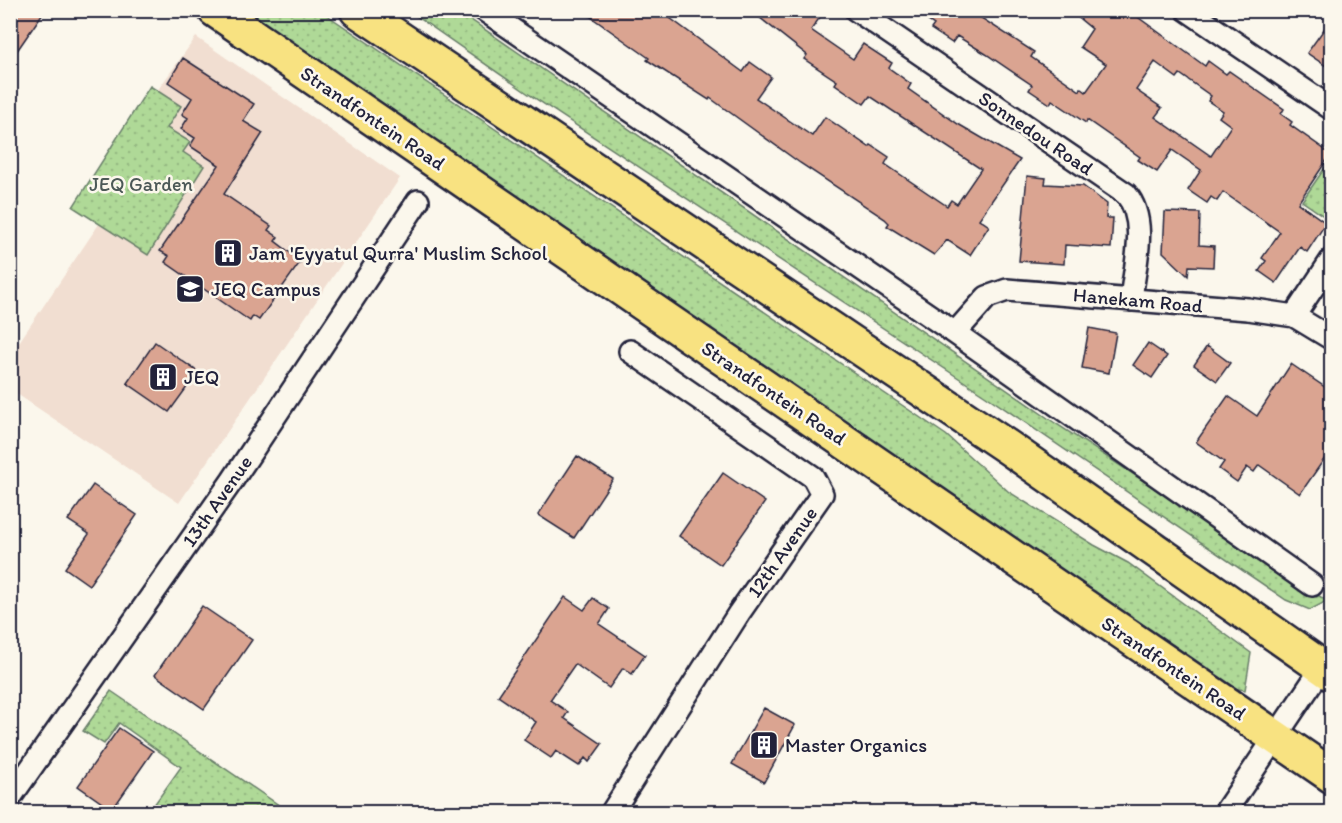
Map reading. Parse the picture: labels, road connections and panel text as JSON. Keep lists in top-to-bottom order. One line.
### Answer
{"streets":{"main road":["Strandfontein Road"],"street":["Sonnedou Road","Hanekam Road","13th Avenue","12th Avenue"]},"crossings":[["Sonnedou Road","Hanekam Road"]],"parks":["JEQ Garden"],"places":{"building":["Jam 'Eyyatul Qurra' Muslim School","JEQ","Master Organics"],"school or university":["JEQ Campus"]}}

→ Exercise goal
Return the listing verbatim, pictures excluded.

→ The completed task
Map reading. Parse the picture: labels, road connections and panel text as JSON. Keep lists in top-to-bottom order. One line.
### Answer
{"streets":{"main road":["Strandfontein Road"],"street":["Sonnedou Road","Hanekam Road","13th Avenue","12th Avenue"]},"crossings":[["Sonnedou Road","Hanekam Road"]],"parks":["JEQ Garden"],"places":{"building":["Jam 'Eyyatul Qurra' Muslim School","JEQ","Master Organics"],"school or university":["JEQ Campus"]}}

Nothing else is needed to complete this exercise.